Saved data entries:
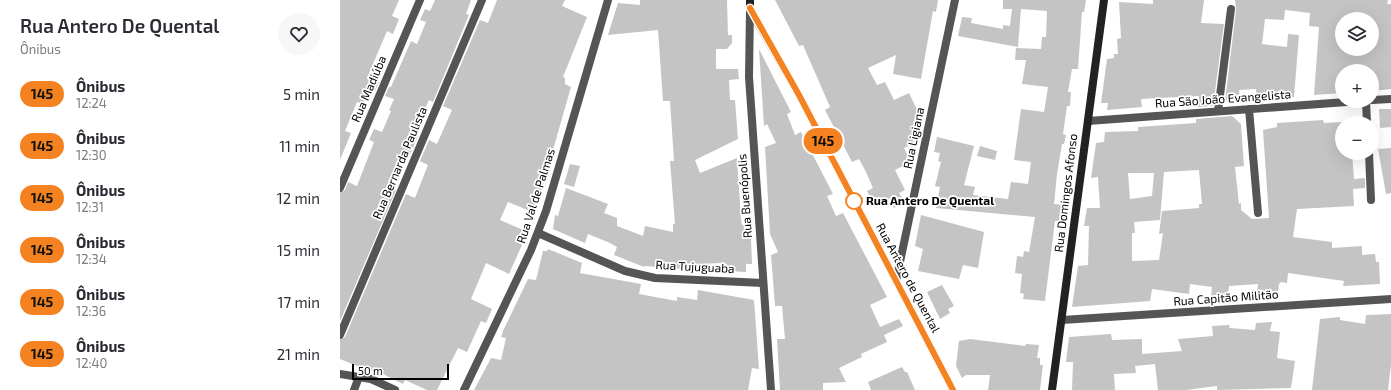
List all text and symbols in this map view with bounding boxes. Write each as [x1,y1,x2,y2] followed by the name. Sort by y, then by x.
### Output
[1335,12,1379,160] map controls
[1335,12,1379,56] button: layers
[278,13,320,55] button: heart
[20,14,219,37] text: Rua Antero De Quental
[20,41,61,57] text: Ônibus
[348,53,388,124] street label: Rua Madiúba
[1335,64,1379,108] button: +
[76,77,125,95] text: Ônibus
[31,85,53,102] text: 145
[283,85,320,103] text: 5 min
[1154,86,1292,110] street label: Rua São João Evangelista
[76,95,107,111] text: 12:24
[369,104,429,221] street label: Rua Bernarda Paulista
[900,106,926,170] street label: Rua Ligiana
[1335,116,1379,160] button: −
[800,128,846,154] line badge: 145
[76,129,125,147] text: Ônibus
[812,132,834,149] text: 145
[1051,133,1079,253] street label: Rua Domingos Afonso
[31,137,53,154] text: 145
[279,137,320,155] text: 11 min
[513,146,557,245] street label: Rua Val de Palmas
[76,147,107,163] text: 12:30
[734,153,754,239] street label: Rua Buenópolis
[76,181,125,199] text: Ônibus
[31,189,53,206] text: 145
[277,189,320,207] text: 12 min
[845,192,863,210] marker: Rua Antero De Quental
[866,193,994,208] place label: Rua Antero De Quental
[76,199,104,215] text: 12:31
[873,220,944,335] street label: Rua Antero de Quental
[76,233,125,251] text: Ônibus
[31,241,53,258] text: 145
[277,241,320,259] text: 15 min
[76,251,107,267] text: 12:34
[655,257,735,276] street label: Rua Tujuguaba
[76,285,125,303] text: Ônibus
[1173,286,1279,308] street label: Rua Capitão Militão
[31,293,53,310] text: 145
[277,293,320,311] text: 17 min
[76,303,106,319] text: 12:36
[76,337,125,355] text: Ônibus
[31,345,53,362] text: 145
[277,345,320,363] text: 21 min
[76,355,107,371] text: 12:40
[352,362,449,381] scale bar
[358,364,383,377] text: 50 m

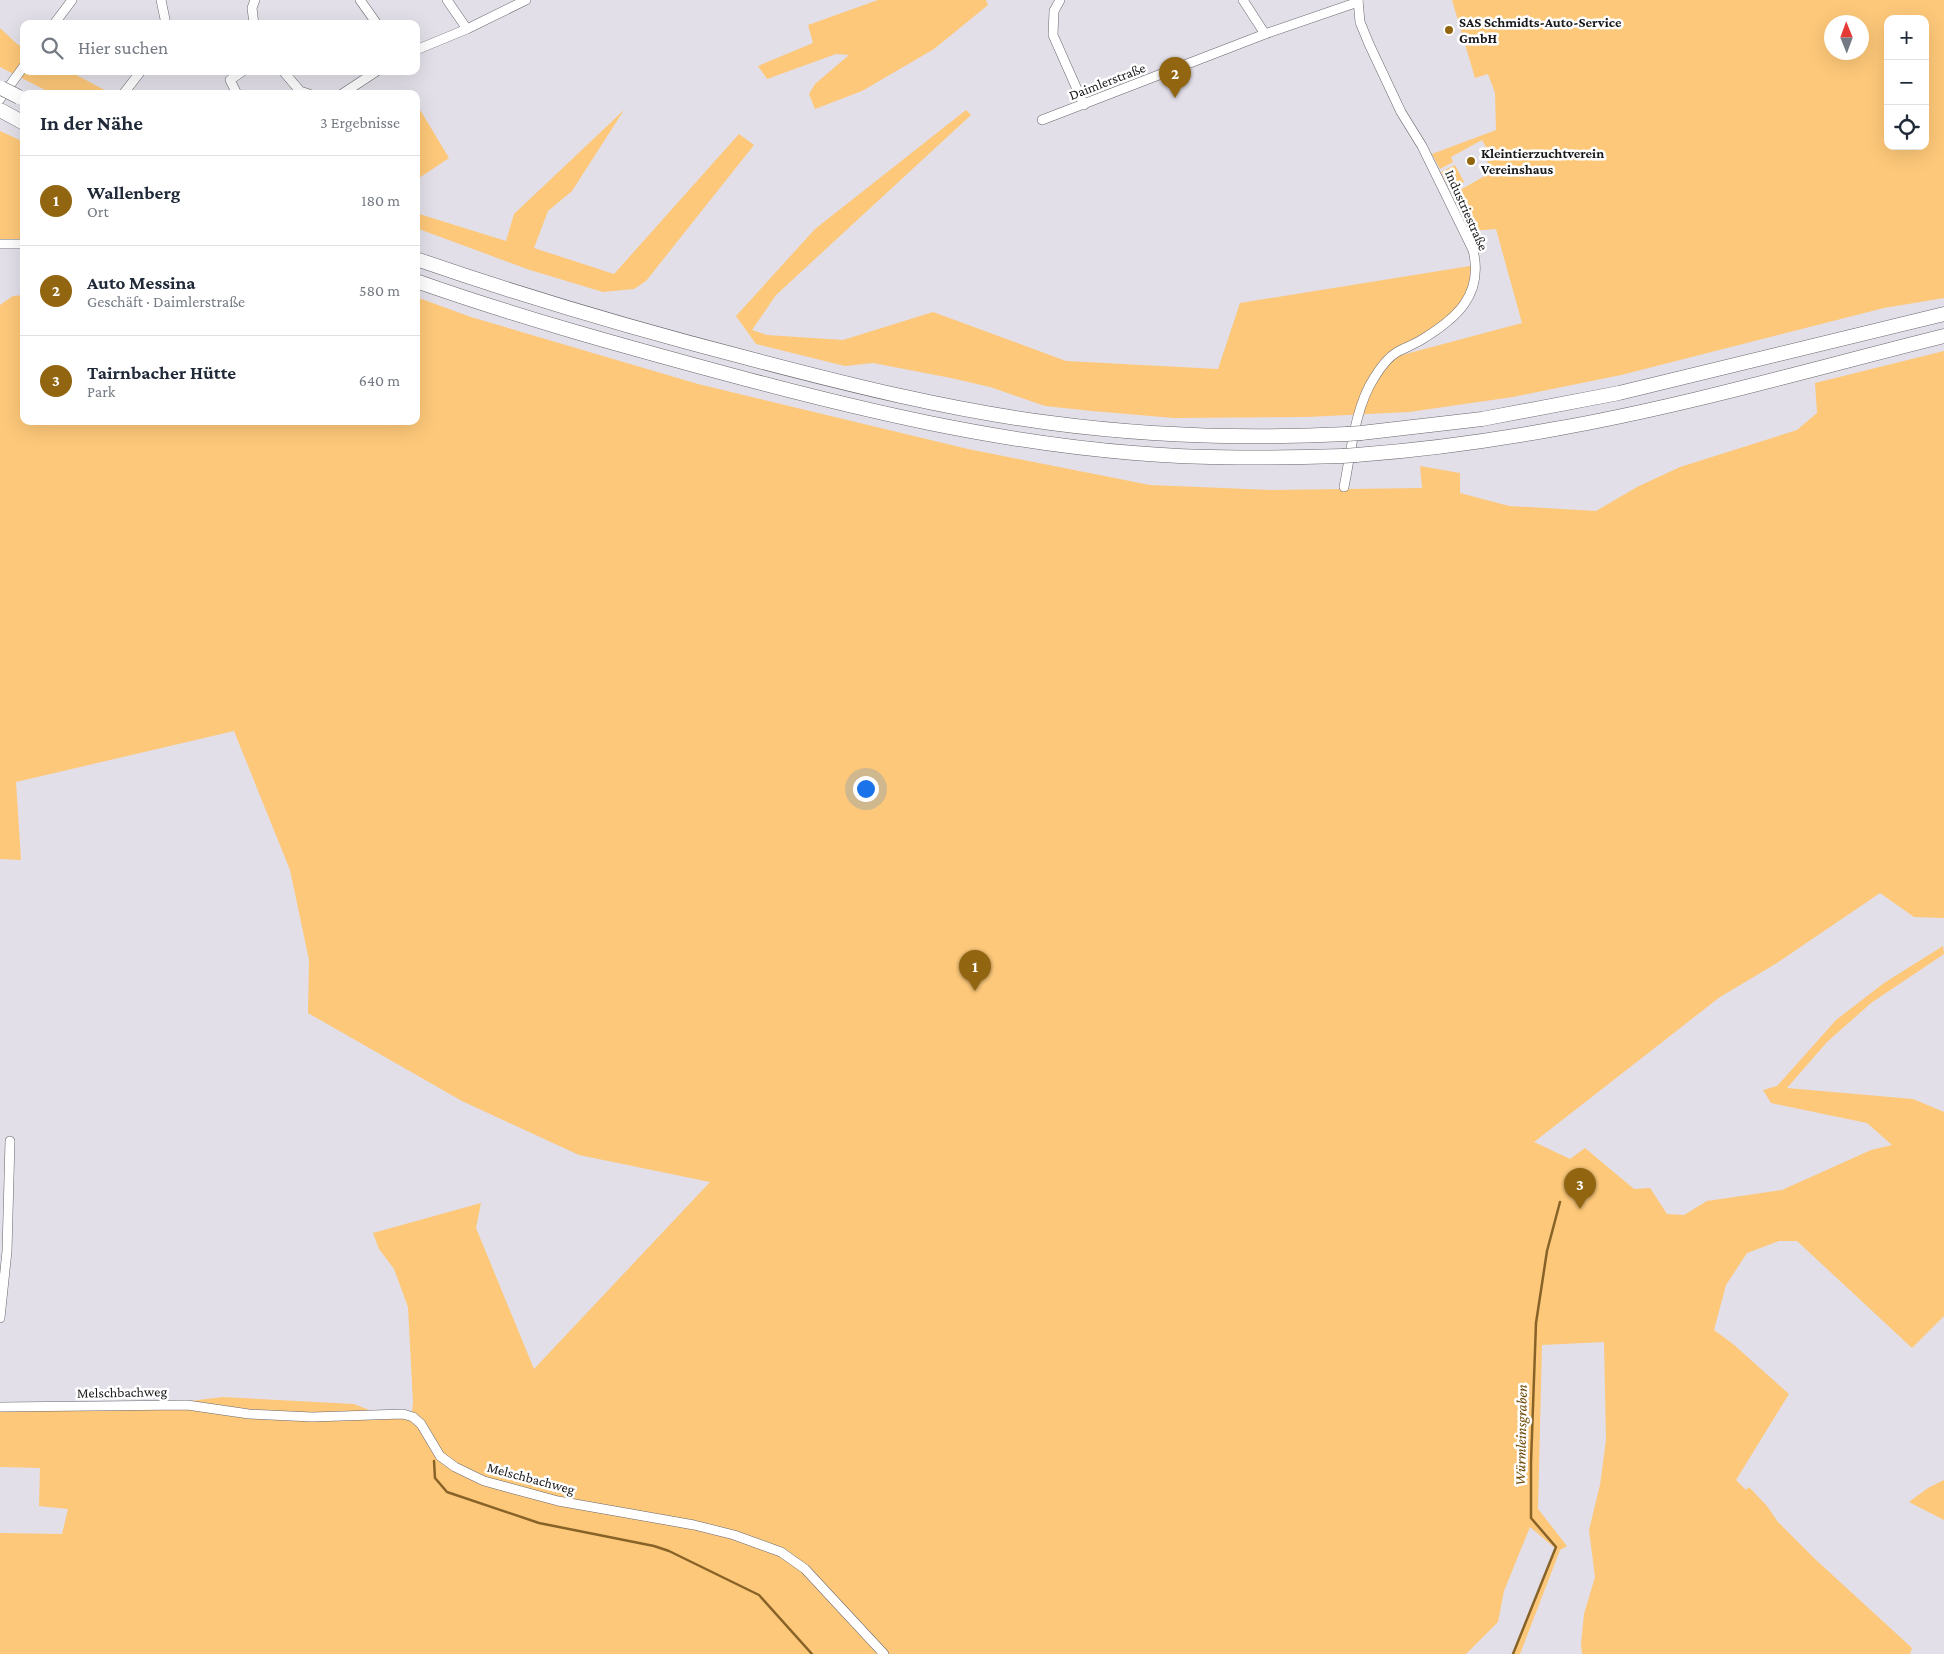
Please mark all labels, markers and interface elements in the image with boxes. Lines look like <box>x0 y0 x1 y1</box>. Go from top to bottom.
place label: SAS Schmidts-Auto-Service GmbH <box>1459 14 1622 46</box>
north arrow <box>1824 15 1869 60</box>
map controls <box>1884 15 1929 150</box>
button: + <box>1884 15 1929 60</box>
search box <box>20 20 420 75</box>
marker: SAS Schmidts-Auto-Service GmbH <box>1443 24 1455 36</box>
icon: search <box>38 34 66 62</box>
text: Hier suchen <box>78 37 168 58</box>
pin: 2 <box>1159 57 1191 98</box>
street label: Daimlerstraße <box>1066 59 1148 103</box>
button: − <box>1884 60 1929 105</box>
button: locate <box>1884 105 1929 150</box>
text: In der Nähe <box>40 111 143 135</box>
text: 3 Ergebnisse <box>320 114 400 131</box>
place label: Kleintierzuchtverein Vereinshaus <box>1480 145 1604 177</box>
marker: Kleintierzuchtverein Vereinshaus <box>1465 155 1477 167</box>
street label: Industriestraße <box>1442 167 1492 253</box>
text: Wallenberg <box>87 182 180 203</box>
text: 1 <box>53 192 59 209</box>
text: 180 m <box>361 192 400 209</box>
text: Ort <box>87 203 109 220</box>
text: Auto Messina <box>87 272 196 293</box>
text: 2 <box>52 282 60 299</box>
text: 580 m <box>359 282 400 299</box>
text: Geschäft · Daimlerstraße <box>87 293 245 310</box>
text: Tairnbacher Hütte <box>87 362 236 383</box>
text: 3 <box>52 372 60 389</box>
text: 640 m <box>359 372 400 389</box>
text: Park <box>87 383 115 400</box>
your location <box>853 776 879 802</box>
pin: 1 <box>959 950 991 991</box>
pin: 3 <box>1564 1168 1596 1209</box>
street label: Melschbachweg <box>77 1383 167 1401</box>
water label: Würmleinsgraben <box>1512 1384 1531 1486</box>
street label: Melschbachweg <box>485 1459 577 1497</box>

Problem requirements:
All lines above that contain "button" are required in the answer.

Response to the exercise:
[1335,12,1379,56] button: layers
[278,13,320,55] button: heart
[1335,64,1379,108] button: +
[1335,116,1379,160] button: −
button: + <box>1884 15 1929 60</box>
button: − <box>1884 60 1929 105</box>
button: locate <box>1884 105 1929 150</box>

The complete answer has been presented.